それとも先頭に出た人から喋らなきゃいけないのかな。最後に出れば良かった。
とりあえず何か言ってみようかな。
「こう長いとお尻が…って、え?」
山田夫妻、撃沈。
「……ふぐ、良かった。また…会えて良かった……。」
「……ぐす、作り話しは…作り話しじゃなかったんだね……。」
ものすごい泣いてる。
びっくりするくらい泣いてる。
これでもかってくらい泣いてる。
「……信じ抜く強さが、あったよ。」
「……きっと辛かっただろうね。」
笹雲さんもそれを見てひいて、いや、驚いてる。
まぁ、まさか号泣するとは思わないよね。この二人どうすれば良いんだろう。
「と、とりあえず喫茶店でも入ろうか。」
ナイス、笹雲さん。





「良い映画だったねー!観て正解だったよー。」
「いやぁ、泣いちゃって申し訳ない。でもほんと良い映画だった。」
「…良かった。」
純子さん、また泣きそうだ。
そんなに良い映画だったのだろうか。やはり僕は物事に対して興味が薄い。話しの輪に入れないようだ。

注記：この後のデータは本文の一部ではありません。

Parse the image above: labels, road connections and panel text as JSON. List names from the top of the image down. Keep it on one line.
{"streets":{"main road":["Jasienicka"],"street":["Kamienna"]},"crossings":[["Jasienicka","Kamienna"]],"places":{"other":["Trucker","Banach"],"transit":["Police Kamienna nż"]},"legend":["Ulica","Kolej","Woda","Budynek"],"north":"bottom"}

「女の子に告白するシーン良かったよね。いかにも青春ぽくて。」
「あぁ、良かった。女の子がお礼を言おうとしても言えなかったとことか好きだなぁ。」
「付き合ってからも、新鮮な二人が良かった。」
やっぱり笹雲さんと山田くんで会話してる。たまに純子さんが入る感じ。
まぁ、こんなもんかな。
「霧生くん。霧生くんはどのシーンが良かった?」
「……。えっと…。」
声をかけられることを考えて無かった。
「夕日を背負った船が綺麗だった…。」
「うん、綺麗だったよね!私はあのシーンでどんどん期待が膨らんで大変だったよ。」
「俺は既に泣きそうだった。」
ちゃんと僕に話せるようにしてくれているようだ。さらにそこから会話を広げてくれる。